Ciudad de México. - El secretario de Guerra de Estados Unidos, Pete Hegseth, afirmó este martes que Cuba representa una amenaza para la seguridad nacional de su país, y señaló como uno de los factores la presencia recurrente de buques militares rusos, incluidos submarinos de propulsión nuclear, en puertos de la isla.

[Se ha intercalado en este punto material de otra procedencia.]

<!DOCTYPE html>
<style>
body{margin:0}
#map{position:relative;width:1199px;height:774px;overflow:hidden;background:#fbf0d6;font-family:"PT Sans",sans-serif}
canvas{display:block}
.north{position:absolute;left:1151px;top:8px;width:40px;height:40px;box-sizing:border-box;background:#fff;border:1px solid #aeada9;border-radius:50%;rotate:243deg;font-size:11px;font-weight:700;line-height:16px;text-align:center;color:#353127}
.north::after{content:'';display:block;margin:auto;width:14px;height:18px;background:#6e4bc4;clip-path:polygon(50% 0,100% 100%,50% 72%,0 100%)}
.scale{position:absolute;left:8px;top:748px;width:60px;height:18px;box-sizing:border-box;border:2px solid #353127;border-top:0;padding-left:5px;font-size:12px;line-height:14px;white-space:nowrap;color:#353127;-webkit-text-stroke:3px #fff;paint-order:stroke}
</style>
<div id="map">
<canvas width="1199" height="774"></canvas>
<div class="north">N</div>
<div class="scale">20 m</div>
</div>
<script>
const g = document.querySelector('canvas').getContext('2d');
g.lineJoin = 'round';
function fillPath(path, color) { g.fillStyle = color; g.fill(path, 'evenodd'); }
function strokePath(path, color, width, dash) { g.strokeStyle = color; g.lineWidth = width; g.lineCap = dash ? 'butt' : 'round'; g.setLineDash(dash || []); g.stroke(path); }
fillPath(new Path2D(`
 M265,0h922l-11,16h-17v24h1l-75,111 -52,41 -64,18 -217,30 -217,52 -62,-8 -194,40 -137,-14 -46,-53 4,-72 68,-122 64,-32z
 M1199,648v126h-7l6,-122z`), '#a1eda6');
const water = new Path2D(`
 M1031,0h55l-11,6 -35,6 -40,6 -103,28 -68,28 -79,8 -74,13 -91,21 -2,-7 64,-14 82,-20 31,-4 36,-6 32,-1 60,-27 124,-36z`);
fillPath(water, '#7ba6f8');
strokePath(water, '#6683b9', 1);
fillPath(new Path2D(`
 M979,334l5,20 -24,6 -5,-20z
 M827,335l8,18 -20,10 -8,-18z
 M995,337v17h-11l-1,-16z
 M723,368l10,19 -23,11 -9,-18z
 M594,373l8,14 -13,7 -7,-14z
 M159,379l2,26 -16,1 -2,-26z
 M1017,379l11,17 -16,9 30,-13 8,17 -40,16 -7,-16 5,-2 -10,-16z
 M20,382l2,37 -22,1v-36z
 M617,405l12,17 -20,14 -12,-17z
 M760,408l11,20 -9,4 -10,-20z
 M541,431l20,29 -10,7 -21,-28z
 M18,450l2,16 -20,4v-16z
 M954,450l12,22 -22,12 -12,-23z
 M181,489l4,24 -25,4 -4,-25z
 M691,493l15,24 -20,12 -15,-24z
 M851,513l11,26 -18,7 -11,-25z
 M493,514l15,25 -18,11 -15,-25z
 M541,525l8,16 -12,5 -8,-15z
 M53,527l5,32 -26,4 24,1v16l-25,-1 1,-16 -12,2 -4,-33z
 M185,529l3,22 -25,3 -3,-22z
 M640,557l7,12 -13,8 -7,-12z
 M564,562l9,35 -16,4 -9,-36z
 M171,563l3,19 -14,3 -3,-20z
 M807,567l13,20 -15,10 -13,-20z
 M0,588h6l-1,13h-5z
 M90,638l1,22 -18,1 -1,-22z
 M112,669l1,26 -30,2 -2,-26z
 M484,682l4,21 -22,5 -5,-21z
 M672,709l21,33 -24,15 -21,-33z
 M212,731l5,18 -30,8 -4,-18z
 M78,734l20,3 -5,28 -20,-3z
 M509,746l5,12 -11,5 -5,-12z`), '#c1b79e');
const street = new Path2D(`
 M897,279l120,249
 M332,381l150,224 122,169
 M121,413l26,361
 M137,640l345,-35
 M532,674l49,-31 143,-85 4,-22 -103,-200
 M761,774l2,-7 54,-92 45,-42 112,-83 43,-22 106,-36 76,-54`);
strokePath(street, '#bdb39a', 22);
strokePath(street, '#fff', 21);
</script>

Durante una audiencia del Comité de Servicios Armados de la Cámara de Representantes, marcada por advertencias sobre presuntas operaciones de inteligencia de Rusia y señalamientos de que China podría estar involucrada con apoyo logístico desde Cuba, el congresista republicano Mario Díaz-Balart preguntó a Hegseth si embarcaciones militares rusas habían utilizado territorio cubano.
Hegseth confirmó la información y explicó que para Washington resulta “altamente problemático” que un adversario extranjero utilice una ubicación tan cercana a Estados Unidos.
Cuba como posible amenaza
Posteriormente, Díaz-Balart preguntó si el Gobierno cubano representa una amenaza para la seguridad nacional estadounidense, a lo que Hegseth contestó que sí, en uno de los momentos más tensos del intercambio.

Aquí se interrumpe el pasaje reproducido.